President Bush famously claimed that we weren’t in the business of nation building and had no interest in forcing our American values on another nation. But that’s exactly what we tried to do. Both Presidents Obama and Trump claimed to wish to leave Afghanistan but neither did it.

This year President Biden found himself saddled with a war that none of his predecessors were willing to end, and he decided to end it.

Yes, it’s a mess. Yes, many good people in Afghanistan believed our promise to liberate them from the terrorists that drove girls and women from classrooms and the freedom to go outside their homes.

And yes, perhaps most importantly, we promised good, honest Afghans that if they helped us they could look to a better future for themselves and their families. Now many of these Afghans find themselves trapped in a country no longer their own, fearing reprisals from the Taliban, and wondering why they trusted our promises.

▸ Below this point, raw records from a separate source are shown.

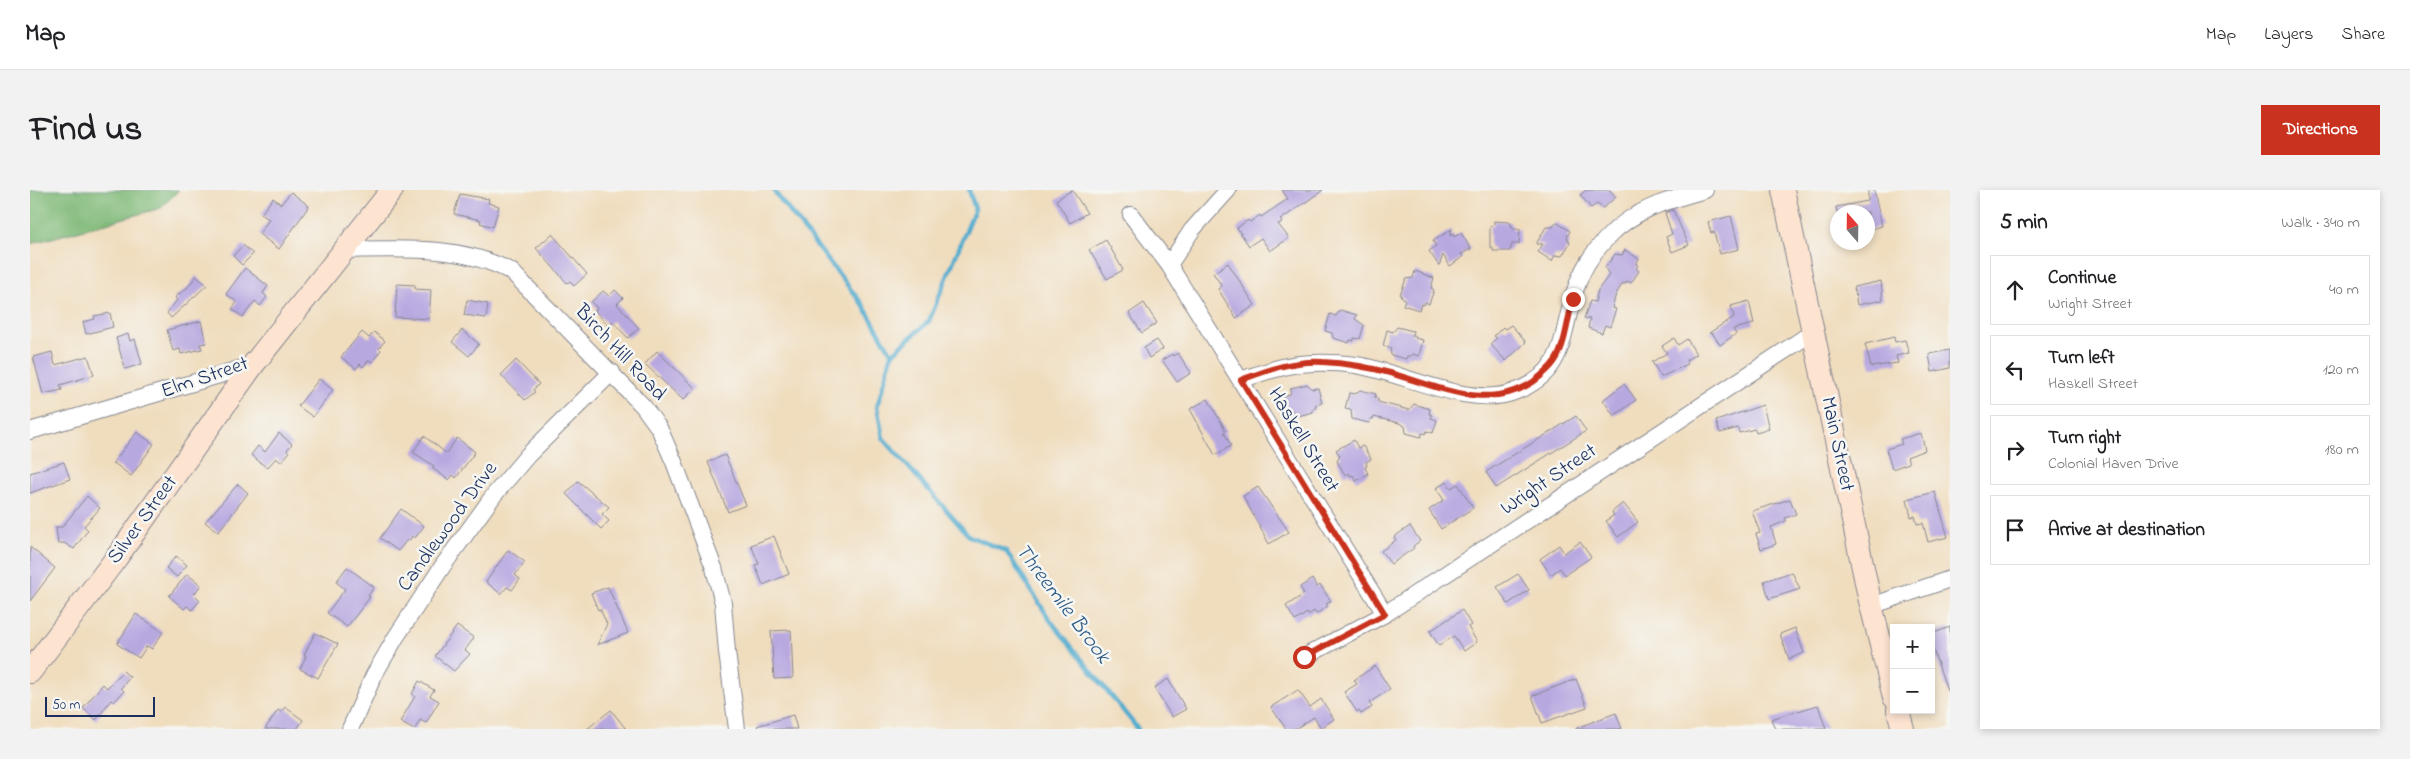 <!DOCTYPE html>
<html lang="en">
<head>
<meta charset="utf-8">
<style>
  :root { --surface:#fff; --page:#f2f2f2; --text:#202124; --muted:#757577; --line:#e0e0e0; --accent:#c8321e }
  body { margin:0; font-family:"Indie Flower",sans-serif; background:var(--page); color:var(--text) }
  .controls { position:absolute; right:15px; bottom:15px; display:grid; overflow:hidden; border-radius:0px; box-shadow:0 2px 8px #0003 }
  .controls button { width:45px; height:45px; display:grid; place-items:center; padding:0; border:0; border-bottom:1px solid var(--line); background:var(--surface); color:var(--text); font:25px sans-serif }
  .compass { position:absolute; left:1800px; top:15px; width:45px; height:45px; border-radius:50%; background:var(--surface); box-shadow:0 2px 8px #0003; rotate:340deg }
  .scale { position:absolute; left:15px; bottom:12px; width:110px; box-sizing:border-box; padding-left:5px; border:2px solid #1b2f5e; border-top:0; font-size:14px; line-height:18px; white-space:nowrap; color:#1b2f5e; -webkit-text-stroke:4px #f6f6f2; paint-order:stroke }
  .stop { position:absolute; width:15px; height:15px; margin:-11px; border:4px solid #c8321e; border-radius:50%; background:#fff }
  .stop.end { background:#c8321e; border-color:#fff; box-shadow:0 1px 5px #0008 }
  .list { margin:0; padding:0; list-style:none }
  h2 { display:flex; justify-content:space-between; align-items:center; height:65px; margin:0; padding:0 20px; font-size:21px }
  h2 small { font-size:16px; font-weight:400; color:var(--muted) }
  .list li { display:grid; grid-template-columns:32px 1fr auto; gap:15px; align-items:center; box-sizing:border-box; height:70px; margin:0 10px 10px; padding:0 10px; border:1px solid var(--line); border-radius:0px }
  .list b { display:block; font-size:19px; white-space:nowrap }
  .list p { margin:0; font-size:16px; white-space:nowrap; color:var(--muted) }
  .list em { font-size:16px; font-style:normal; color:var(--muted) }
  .icon { flex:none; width:28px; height:28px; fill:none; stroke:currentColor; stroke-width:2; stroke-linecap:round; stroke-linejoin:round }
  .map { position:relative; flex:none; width:1920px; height:539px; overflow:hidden; border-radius:0px }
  header { display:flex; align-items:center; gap:30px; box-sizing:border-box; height:70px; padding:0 25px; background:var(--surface); border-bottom:1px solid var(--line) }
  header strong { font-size:24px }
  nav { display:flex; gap:28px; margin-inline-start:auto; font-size:18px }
  .intro { display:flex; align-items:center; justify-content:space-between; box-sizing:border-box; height:120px; padding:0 30px }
  h1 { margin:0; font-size:35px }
  .button { padding:12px 22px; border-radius:0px; background:var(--accent); color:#fff; font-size:18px; font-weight:700 }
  main { display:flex; gap:30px; padding:0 30px }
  aside { flex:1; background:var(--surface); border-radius:0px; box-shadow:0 2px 8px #0003 }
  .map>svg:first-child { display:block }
  .forest { fill:#80ba78; stroke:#4e746b }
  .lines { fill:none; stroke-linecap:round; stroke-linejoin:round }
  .stream { stroke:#51accf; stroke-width:4.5 }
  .building { fill:#b8a8e0 }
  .street-casing { stroke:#86868e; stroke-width:18 }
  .secondary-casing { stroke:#86868e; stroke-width:24 }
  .street { stroke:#fff; stroke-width:16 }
  .secondary { stroke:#fde4d1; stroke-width:22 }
  .route { stroke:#c8321e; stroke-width:6 }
  .labels { text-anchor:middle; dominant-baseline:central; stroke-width:5; stroke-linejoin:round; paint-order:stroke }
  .street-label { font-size:21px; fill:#1b2f5e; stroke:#f6f6f2 }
  .water-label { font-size:22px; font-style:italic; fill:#2e5b86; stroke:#f6f6f2 }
</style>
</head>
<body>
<header>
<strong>Map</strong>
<nav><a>Map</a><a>Layers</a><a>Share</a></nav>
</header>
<div class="intro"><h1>Find us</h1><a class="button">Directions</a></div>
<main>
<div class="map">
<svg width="1920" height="539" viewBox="0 0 1920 539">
  <rect width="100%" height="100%" fill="#f6f6f2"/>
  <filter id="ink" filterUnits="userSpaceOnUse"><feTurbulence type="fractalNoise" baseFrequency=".02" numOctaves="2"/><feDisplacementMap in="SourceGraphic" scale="10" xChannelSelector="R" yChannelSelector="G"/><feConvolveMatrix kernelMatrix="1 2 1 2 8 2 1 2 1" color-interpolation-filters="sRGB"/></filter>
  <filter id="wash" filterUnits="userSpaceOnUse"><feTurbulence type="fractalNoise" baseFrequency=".0096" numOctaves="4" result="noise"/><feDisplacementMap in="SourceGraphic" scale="20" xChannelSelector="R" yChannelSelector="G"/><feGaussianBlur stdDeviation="1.12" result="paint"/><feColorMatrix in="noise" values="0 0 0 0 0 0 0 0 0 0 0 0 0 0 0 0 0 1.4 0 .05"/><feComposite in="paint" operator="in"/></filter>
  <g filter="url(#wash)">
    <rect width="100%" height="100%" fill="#f0ddbe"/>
    <path class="forest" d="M0 0H149L131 18 0 54Z"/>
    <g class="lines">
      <path class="stream" d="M743 0 833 115 862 164 847 217 853 248 939 346 976 361 1020 430 1108 539
        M862 164 899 131 945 19 939 0"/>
    </g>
    <g id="blocks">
      <path class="building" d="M1042 0 1057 23 1040 33 1026 10Z
        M1252 0H1293L1250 30 1252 32 1248 34 1259 48 1240 61 1231 48 1219 56 1207 38 1218 30 1220 32 1230 25 1231 27 1258 9Z
        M1556 0H1580L1586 7 1573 18 1567 14 1561 18 1550 5Z
        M1838 0H1844L1852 36 1838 40V22H1807L1806 17 1838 11Z
        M261 2 279 16 249 59 229 44 239 29 231 24 243 8 251 14Z
        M430 4 459 9 458 13 469 16 463 37 450 33 451 30 424 24Z
        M1643 20 1659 55 1642 62 1636 47 1642 44 1635 23Z
        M1701 26 1709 59 1690 64 1684 42 1681 43 1678 32Z
        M1464 31 1480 32 1483 39H1490L1489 54H1482L1480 61H1463V57H1460V37L1464 34Z
        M1526 32 1540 41 1537 47 1540 53 1532 66 1525 65 1522 71 1508 62 1513 54H1506L1516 37H1523Z
        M1422 39 1420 46 1423 44 1424 47 1431 43 1441 59 1431 64 1433 67 1420 76 1413 65 1409 76 1399 61 1406 56 1403 51Z
        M522 44 557 84 544 96 540 91 537 93 506 58Z
        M1076 50 1093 80 1077 89 1059 60Z
        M213 55 223 64 212 75 203 66Z
        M1595 60 1609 69 1606 74 1608 76 1606 78 1609 81 1601 93 1597 91 1595 94 1593 93 1586 104 1582 118 1586 119 1580 137 1575 135 1572 143 1558 138 1560 129 1554 128 1560 111 1565 112 1568 100 1579 85 1575 78 1585 64 1592 65Z
        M1198 73 1225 115 1206 128 1188 99 1192 96 1183 83Z
        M215 78 238 96 233 103 237 107 230 116 225 111 213 127 202 119 207 112 196 104Z
        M1385 81 1404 88 1401 98 1404 100 1399 114 1395 112 1394 115 1391 114 1389 120 1373 115 1375 110 1370 105 1376 89 1383 88Z
        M166 86 177 95 141 128 137 123 147 110 145 107 157 98Z
        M1851 91 1853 110 1827 115 1824 97Z
        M367 94 385 95V99L401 100 399 129 365 127Z
        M585 100 593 108 587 114 609 138 598 148 582 131 578 135 565 121 567 118 561 112 573 101 579 106Z
        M437 110 458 114 456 128 434 125Z
        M1719 111 1724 134 1703 139 1706 144 1690 155 1683 144 1679 143 1704 127 1701 116Z
        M1114 113 1127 133 1112 143 1099 123Z
        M1310 120 1327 125 1325 129 1334 135 1330 149 1324 148V151L1320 150 1319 153 1303 148 1302 143 1295 141 1300 124 1306 126Z
        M80 123 83 137 56 144 53 132 65 129 64 126Z
        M171 131 176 153 170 154 172 159 151 164 150 159 143 161 137 140Z
        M1481 135 1496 152 1476 171 1460 154 1467 148 1464 146 1473 137 1475 139Z
        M1367 137 1383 141 1382 145 1386 146 1385 148 1393 150 1389 166 1382 164 1381 166H1377L1376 169 1361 165 1360 158 1353 156 1357 140 1363 142Z
        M432 140 449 154 439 166 422 152Z
        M332 142 339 148 344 142 355 151 349 158 351 160 342 172 339 170 333 177 330 174 326 179 311 167Z
        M98 144 100 151 105 149 112 174 95 179 86 148Z
        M1864 147 1865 152 1875 150 1879 163 1866 166 1868 173 1841 177 1835 154Z
        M1644 148 1648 155 1657 149 1666 164 1656 170 1658 174 1631 187 1622 172 1637 163 1632 156Z
        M1127 150 1133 159 1119 168 1114 158Z
        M1920 160V178L1902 182 1899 164Z
        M627 161 665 198 653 210 615 174Z
        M22 162 25 175 58 166 64 185 30 195 32 200 13 204 3 167Z
        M1148 163 1161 183 1147 192 1132 170 1142 164 1143 166Z
        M486 170 509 194 503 200 505 202 495 210 471 185Z
        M289 189 303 200 283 227 268 216Z
        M1277 194 1282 199 1288 198 1292 213 1285 215 1286 218 1283 219V222L1268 226 1267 222 1263 223 1262 220 1256 221 1253 206 1260 204 1261 198Z
        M1594 194 1606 210 1584 226 1573 210Z
        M1330 200 1346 204 1345 208 1348 209V212L1379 220 1384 214 1400 219 1399 224 1402 225 1401 228 1407 230 1403 243 1397 241 1395 244 1392 243 1391 247 1376 243 1375 236 1369 233 1344 227 1343 229H1340L1339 233 1322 229 1321 220 1315 219 1319 203 1325 204Z
        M1178 209 1196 241 1194 242 1201 256 1185 265 1160 219Z
        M1733 215 1739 239 1726 243 1725 239 1709 243 1708 238 1690 243 1686 231Z
        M1546 226 1556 241 1466 298 1456 282Z
        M107 242 124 254 101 286 84 273 82 274Z
        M249 243 262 254 257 260 259 263 251 272 246 268 237 278 221 265 228 256 235 262Z
        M1891 243 1895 260 1877 267 1879 273 1862 279 1856 259 1872 254 1870 249Z
        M394 246 416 263 427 248 445 262 426 288 423 285 419 290 402 278 404 276 383 262Z
        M1324 250 1328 258 1333 256 1341 269 1336 272 1337 276 1335 277 1338 284 1326 291 1323 285 1320 286 1319 283 1315 285 1307 271 1310 266 1306 260Z
        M695 265 716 315 698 322 678 272Z
        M34 272 40 289 0 303V283Z
        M548 291 579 317 572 324 579 331 571 339 536 304Z
        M1417 292 1421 298 1428 294 1443 318 1411 339 1399 320 1414 310 1406 298Z
        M208 294 218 303 188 342 175 332Z
        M1228 297 1259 342 1239 354 1213 306Z
        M1905 302 1918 347 1898 352 1893 333 1887 334 1885 326 1881 327 1877 309Z
        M57 306 70 318 54 336 58 340 44 359 34 353 28 354 26 337H32Z
        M1760 309 1766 324 1755 328 1756 331 1741 337 1746 354 1731 359 1726 344 1730 343 1722 321Z
        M1593 313 1608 332 1588 347 1576 331 1584 325 1582 322Z
        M371 319 394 336 385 348 382 346 379 351 377 350 368 361 350 348Z
        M1380 336 1390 351 1383 356 1384 358 1361 374 1351 361 1366 350 1364 347Z
        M744 346 759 384 733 395 725 375 729 374 721 355Z
        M1550 352 1561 367 1535 385 1530 378 1521 385 1510 369 1529 355 1534 363Z
        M0 357 25 378 0 411Z
        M478 360 495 372 485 385 490 389 482 400 477 397 471 404 456 392Z
        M146 366 157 375 147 387 136 378Z
        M317 377 344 397 338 406 340 407 317 437 297 423 315 399 306 392Z
        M1762 382 1770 399 1739 409 1734 391Z
        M157 384 171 395 164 404 170 410 162 420 157 416 154 419 139 406Z
        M1488 384 1499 400 1478 414 1467 397Z
        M1282 389 1287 397 1290 395 1301 411 1296 414 1298 416 1286 424 1284 421 1278 425 1277 423 1265 431 1256 416 1274 404 1270 397Z
        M578 397 598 443 567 455 577 434 570 419 568 420 561 403Z
        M1432 420 1441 435 1438 437 1447 452 1434 461 1424 446 1409 456 1400 441Z
        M106 424 133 442 122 459 117 456 109 468 87 454Z
        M427 436 444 448 435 460 440 464 424 481 405 466Z
        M1920 437V503H1918L1901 454V444Z
        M1765 438 1774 463 1759 469 1750 444Z
        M761 440 763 488 744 489 741 441Z
        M285 443 308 454 288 488 270 479 276 466 274 465Z
        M1345 476 1360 499 1339 513 1342 517 1331 524 1329 521 1327 522 1314 502 1327 494 1324 490Z
        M93 481 100 487 91 498 94 501 84 512 81 510 66 530 53 518 73 494 77 498Z
        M1138 489 1156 519 1142 527 1124 498Z
        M1546 489 1557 517 1512 533 1502 506Z
        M389 491 404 500 400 506 409 511 396 533 390 530 385 539H382L370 532 385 506 382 504Z
        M1268 500 1280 517 1291 509 1304 529 1291 538 1284 527 1265 539H1256L1241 517Z
        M1788 515 1796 539H1745L1741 529Z
        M255 517 273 530 267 539H235L248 520 251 522Z
        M581 520 596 539H557Z
        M1586 523 1592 539H1546V538Z
        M763 525 767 539H728L727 536Z"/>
    </g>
  </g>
  <g filter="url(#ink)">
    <use href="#blocks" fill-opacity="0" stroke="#86868e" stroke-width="1"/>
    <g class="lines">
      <g class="street-casing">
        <path id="street" d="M1101 25 1139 75 1355 424
          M313 60C369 59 431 54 482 82L613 216 629 238 644 272 684 378 693 413 697 462 707 539
          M1139 75 1162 40 1198 0
          M1211 190C1255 174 1279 169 1326 175 1372 182 1440 219 1484 202 1538 182 1530 144 1546 98 1552 79 1564 61 1578 47 1604 19 1639 10 1675 0
          M0 241 223 175
          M1841 416 1920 389
          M1274 467 1355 424 1783 142
          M320 539 344 485 366 447 412 377 464 305 498 265 582 182"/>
      </g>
      <g class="secondary-casing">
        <path id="secondary" d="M1753 0 1840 411 1864 507
          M0 482 87 367 223 175 362 0
          M1868 520 1873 539"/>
      </g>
      <use href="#street" class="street"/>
      <use href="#secondary" class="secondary"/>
    </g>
  </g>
  <g class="lines" filter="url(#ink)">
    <path class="route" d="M1274 467 1355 424 1211 190C1238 180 1264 170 1293 172 1315 173 1338 177 1360 183 1407 196 1457 222 1503 192 1511 186 1519 180 1525 171 1535 157 1538 127 1543 109"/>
  </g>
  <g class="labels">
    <g class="street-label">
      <text transform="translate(590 163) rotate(47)">Birch Hill Road</text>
      <text transform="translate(175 188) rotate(-19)">Elm Street</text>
      <text transform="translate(1273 250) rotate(59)">Haskell Street</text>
      <text transform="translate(1807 254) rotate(78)">Main Street</text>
      <text transform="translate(1519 290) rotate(-34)">Wright Street</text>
      <text transform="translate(113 330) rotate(-54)">Silver Street</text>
      <text transform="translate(418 337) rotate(-54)">Candlewood Drive</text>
    </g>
    <g class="water-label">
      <text transform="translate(1032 414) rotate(53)">Threemile Brook</text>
    </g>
  </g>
</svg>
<div class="controls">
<button>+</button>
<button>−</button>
</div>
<svg class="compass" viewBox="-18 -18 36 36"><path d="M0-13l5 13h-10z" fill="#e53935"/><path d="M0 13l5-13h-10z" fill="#757577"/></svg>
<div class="scale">50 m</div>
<div class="stop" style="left:1274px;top:467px"></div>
<div class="stop end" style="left:1543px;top:109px"></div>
</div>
<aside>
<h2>5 min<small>Walk · 340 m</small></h2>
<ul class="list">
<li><svg class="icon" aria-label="ahead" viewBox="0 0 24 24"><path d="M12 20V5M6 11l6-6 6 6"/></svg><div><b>Continue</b><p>Wright Street</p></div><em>40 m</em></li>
<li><svg class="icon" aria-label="left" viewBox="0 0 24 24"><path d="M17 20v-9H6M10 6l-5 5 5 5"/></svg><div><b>Turn left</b><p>Haskell Street</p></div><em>120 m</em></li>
<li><svg class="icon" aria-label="right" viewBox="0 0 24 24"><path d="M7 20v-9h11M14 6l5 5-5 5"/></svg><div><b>Turn right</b><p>Colonial Haven Drive</p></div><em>180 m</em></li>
<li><svg class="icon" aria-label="arrive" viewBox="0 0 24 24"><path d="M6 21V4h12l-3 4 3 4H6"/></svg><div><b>Arrive at destination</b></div></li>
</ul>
</aside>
</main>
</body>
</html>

I don’t blame them if the regret helping us. War is an awful thing and promises easily made become hard or impossible to keep. Their vision was our vision for a free and inclusive Afghanistan, and that vision now lies in tatters.

I grieve for them. I also grieve for the brave and heroic American men and women who were placed in harm’s way. Some of them sacrificed their lives. Others came home with horrific wounds (physical, emotional, and spiritual) that will haunt them the rest of their lives. But all came home wishing for a different outcome, and many of them will likely never reconcile the guilt they feel in making promises they intended to keep.

As Americans we need to stand for the promises we make. We are a nation founded on the belief that each and every one of us has the God given tools to create a nation that embodies truth, justice and love.

Finally, and we didn’t learn this after Vietnam, we should never land boots on the ground without deciding in advance what victory would look like. If our goal was to kill or capture bin Laden, we achieved that 10 years ago. If our goal was to create a new Afghanistan in our own image, we should have had that debate 20 years ago.